Procedures for testing H4, H5 and H6. They were tested using the Kruskal Wallis
test and One Way Analysis of Variance (ANOVA) test (for double accuracy) to find out
whether or not there is a difference among QCs members participating in QCs
programs in the five departments.
To ensure that valid responses were representatives of the larger population, a
non-response bias test was used to compare the early and late respondents. x
2
tests
show no significant difference between the two groups of respondents at the 5 per cent
significance level, implying that a non-response bias is not a concern.
Analysis and discussion
QCs formation at QASCO
The respondents were asked to identify how QCs were formed at QASCO. They
indicated that foremen were instructed, during the period from January to March of
every year to form QCs. The tasks of these circles are varied (technical or quality
improvement or cost saving or safety). A circle consists of a small group of workers (less
than ten workers) who do similar work or who are from the same work unit, and who
meet voluntarily under the leadership of their supervisors on a regular basis, usually for
about one hour every week or month. During these meetings the circle selects a problem,
analyses the causes (using Pareto analysis), recommends a solution to the management,
and after obtaining management approval, implements the solution.
Factors promoting QC s implementation
Workers and their managers participating in QCs programs were asked to identify
how important each of the following critical factors is that might promote QCs
implementation in their departments. Notably, commitment and support from top
management was reported as the most important factor, with a high level of agreement
between respondents about this (SD 0.21), that promote the implementation of QCs in
the production division of QASCO (Table II). To a large extent this result is similar to
Boaden and Dale (1993); Goulden (1995); Goh (2000); and Lagrosen and Lagrosen
(2006), where they found that top management support (i.e. providing the required
resources, offering some back-seat guidance if required, etc) is an essential factor to the
success and continuity of any improvement program such as QCs. This supposes that
when manufacturing firms engage in continuous improvement strategy, they must be
aware of the competitive benefits that can be derived from the impact of improvement
tools such as QCs on continuous improvement.

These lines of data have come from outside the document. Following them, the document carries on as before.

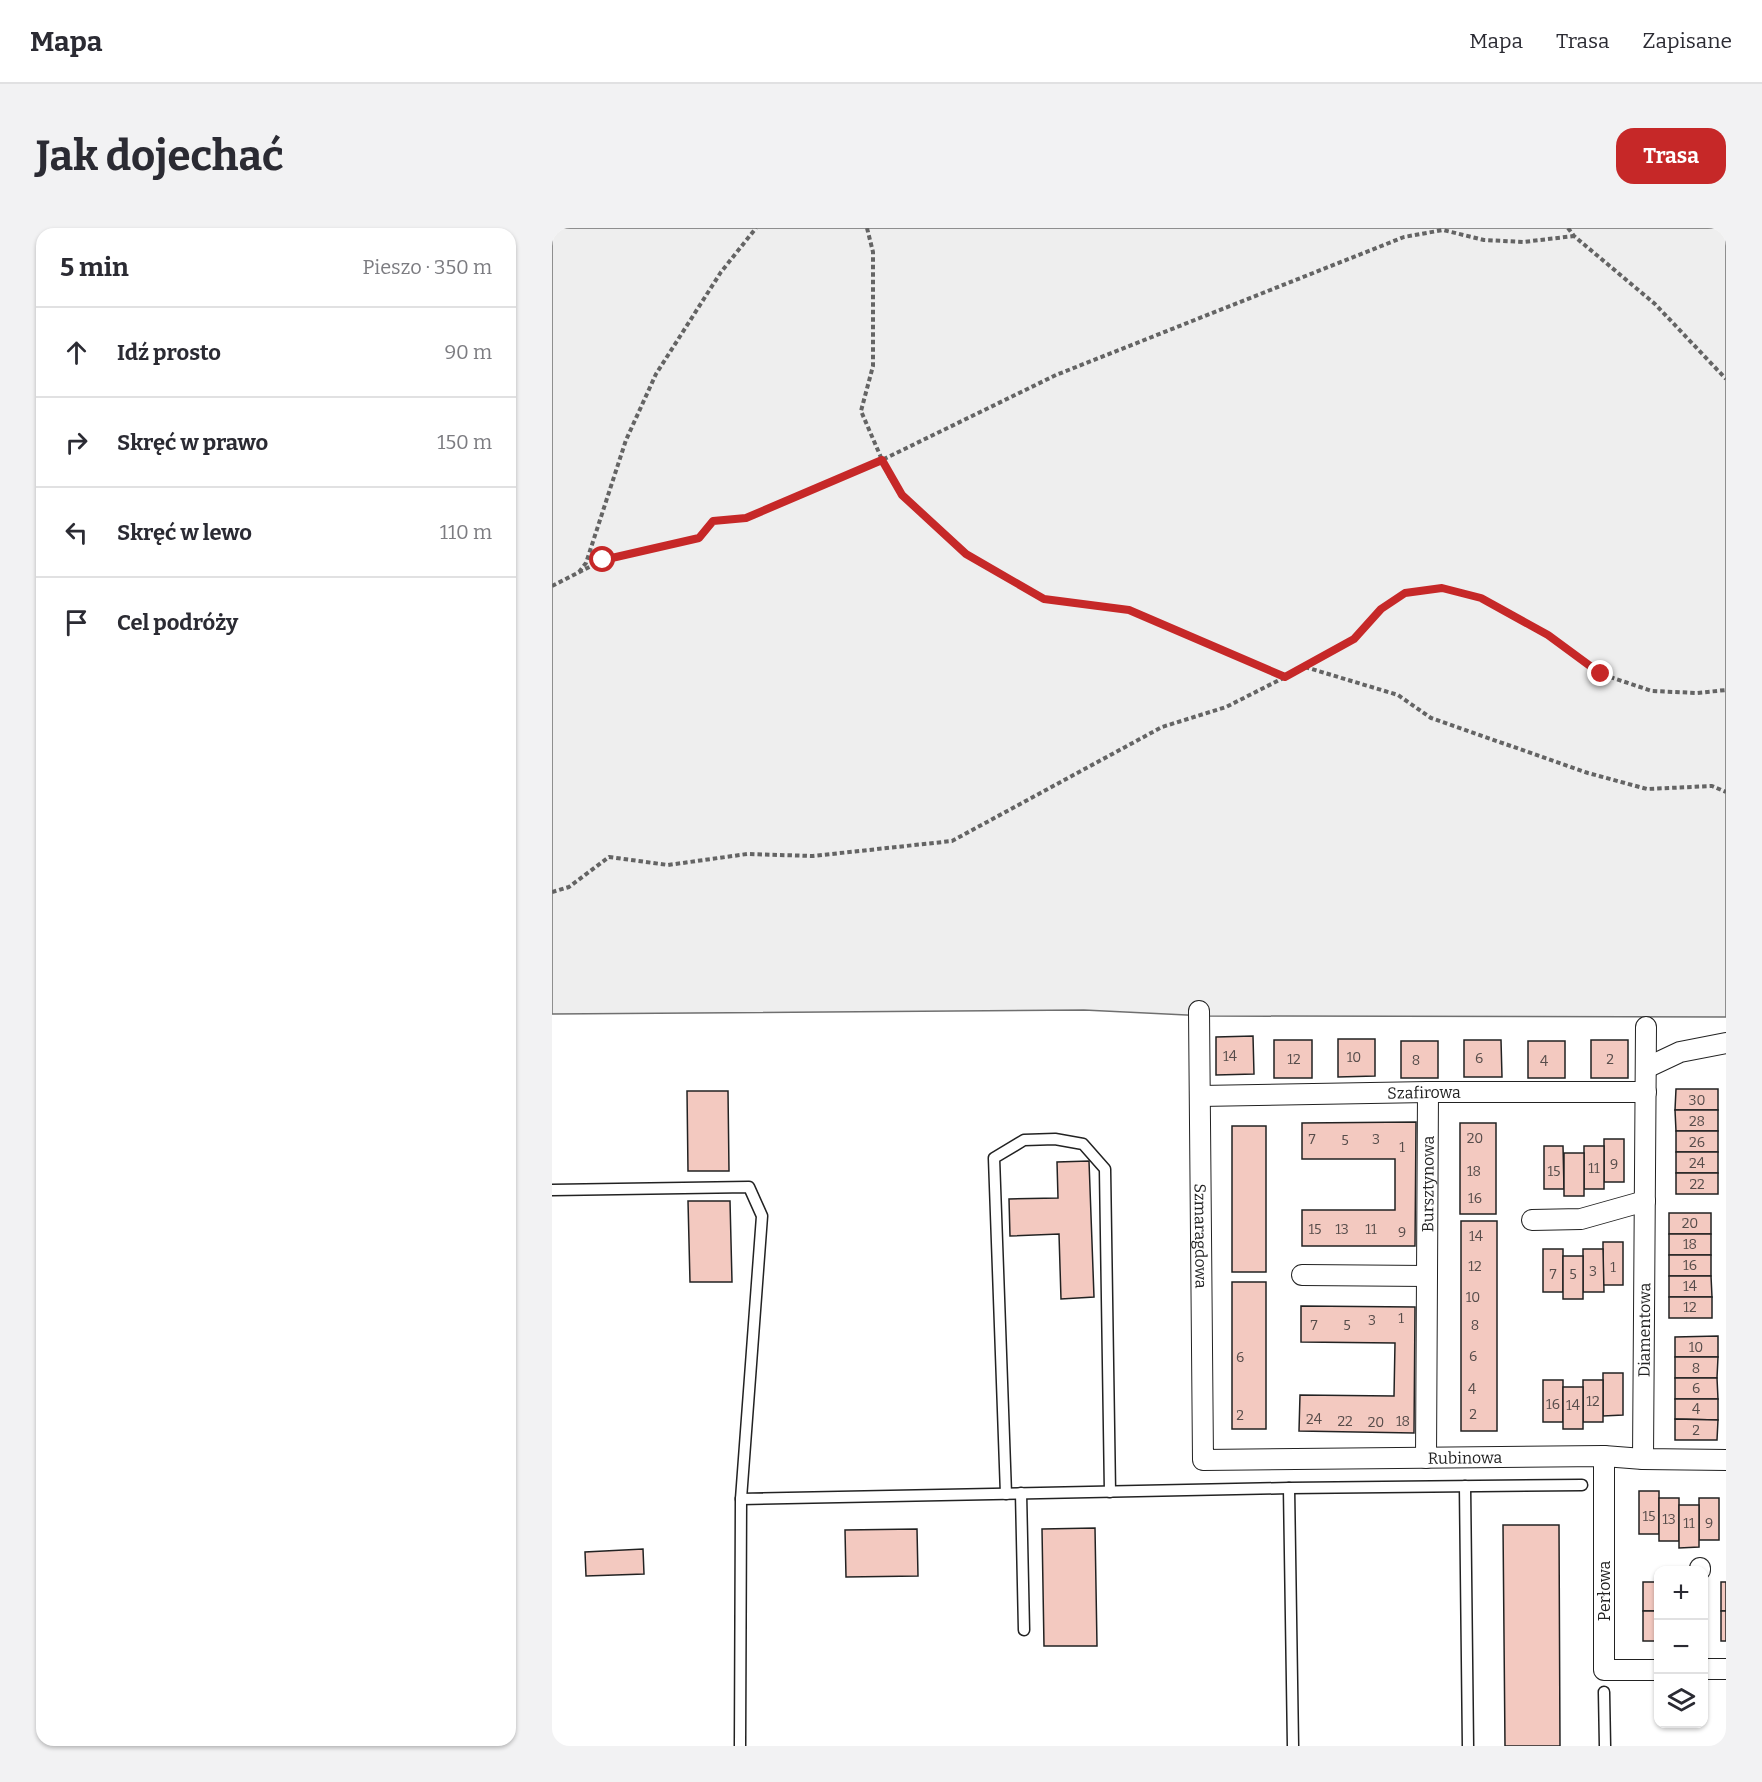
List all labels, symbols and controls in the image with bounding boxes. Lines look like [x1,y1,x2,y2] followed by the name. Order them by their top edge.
[30,25,103,58] text: Mapa
[1469,28,1523,54] text: Mapa
[1556,28,1609,54] text: Trasa
[1642,28,1732,54] text: Zapisane
[1616,128,1726,184] button: Trasa
[36,131,284,181] text: Jak dojechać
[60,252,129,283] text: 5 min
[363,255,492,279] text: Pieszo · 350 m
[60,336,93,369] icon: ahead
[117,339,221,366] text: Idź prosto
[444,340,492,364] text: 90 m
[60,426,93,459] icon: right
[117,429,268,456] text: Skręć w prawo
[437,430,492,454] text: 150 m
[60,516,93,549] icon: left
[117,519,252,546] text: Skręć w lewo
[440,520,492,544] text: 110 m
[589,546,615,572] route start
[60,606,93,639] icon: arrive
[117,609,238,636] text: Cel podróży
[1587,660,1613,686] route end
[1223,1048,1237,1065] house number: 14
[1347,1049,1361,1066] house number: 10
[1475,1050,1483,1067] house number: 6
[1287,1051,1301,1068] house number: 12
[1606,1051,1614,1068] house number: 2
[1412,1052,1420,1069] house number: 8
[1540,1053,1548,1070] house number: 4
[1387,1082,1461,1102] street label: Szafirowa
[1689,1092,1705,1109] house number: 30
[1689,1113,1705,1130] house number: 28
[1467,1130,1483,1147] house number: 20
[1308,1131,1316,1148] house number: 7
[1372,1131,1380,1148] house number: 3
[1341,1132,1349,1149] house number: 5
[1689,1134,1705,1151] house number: 26
[1418,1135,1437,1232] street label: Bursztynowa
[1399,1139,1405,1156] house number: 1
[1689,1155,1705,1172] house number: 24
[1610,1156,1618,1173] house number: 9
[1588,1160,1600,1177] house number: 11
[1467,1163,1481,1180] house number: 18
[1547,1163,1561,1180] house number: 15
[1689,1176,1705,1193] house number: 22
[1191,1183,1211,1289] street label: Szmaragdowa
[1468,1190,1482,1207] house number: 16
[1682,1215,1698,1232] house number: 20
[1308,1221,1322,1238] house number: 15
[1335,1221,1349,1238] house number: 13
[1365,1221,1377,1238] house number: 11
[1398,1224,1406,1241] house number: 9
[1469,1228,1483,1245] house number: 14
[1683,1236,1697,1253] house number: 18
[1683,1257,1697,1274] house number: 16
[1468,1258,1482,1275] house number: 12
[1610,1259,1616,1276] house number: 1
[1589,1263,1597,1280] house number: 3
[1549,1266,1557,1283] house number: 7
[1569,1266,1577,1283] house number: 5
[1683,1278,1697,1295] house number: 14
[1634,1282,1654,1377] street label: Diamentowa
[1466,1289,1480,1306] house number: 10
[1683,1299,1697,1316] house number: 12
[1398,1310,1404,1327] house number: 1
[1368,1312,1376,1329] house number: 3
[1310,1317,1318,1334] house number: 7
[1343,1317,1351,1334] house number: 5
[1471,1317,1479,1334] house number: 8
[1689,1339,1703,1356] house number: 10
[1469,1348,1477,1365] house number: 6
[1236,1349,1244,1366] house number: 6
[1692,1360,1700,1377] house number: 8
[1692,1380,1700,1397] house number: 6
[1468,1381,1476,1398] house number: 4
[1586,1393,1600,1410] house number: 12
[1546,1396,1560,1413] house number: 16
[1566,1397,1580,1414] house number: 14
[1692,1401,1700,1418] house number: 4
[1469,1406,1477,1423] house number: 2
[1236,1407,1244,1424] house number: 2
[1306,1411,1322,1428] house number: 24
[1337,1413,1353,1430] house number: 22
[1396,1413,1410,1430] house number: 18
[1368,1414,1384,1431] house number: 20
[1692,1422,1700,1439] house number: 2
[1428,1448,1503,1467] street label: Rubinowa
[1642,1508,1656,1525] house number: 15
[1662,1511,1676,1528] house number: 13
[1683,1515,1695,1532] house number: 11
[1705,1515,1713,1532] house number: 9
[1595,1560,1614,1621] street label: Perłowa
[1654,1566,1708,1728] map controls
[1654,1566,1708,1620] button: +
[1654,1620,1708,1674] button: −
[1654,1674,1708,1728] button: layers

Moreover, it appears from Table III that the organizational learning was the second
important factor in promoting QCs implementation. This finding can be interpreted in
light of fact that QCs members will be exposed to new ideas, will expand their
knowledge of quality issues and will encourage them to think differently about the
nature of their gobs (Hill, 1997; and Goh, 2000). Accordingly, QC can be used as both a
quality tool and a knowledge management tool (Zetie, 2002).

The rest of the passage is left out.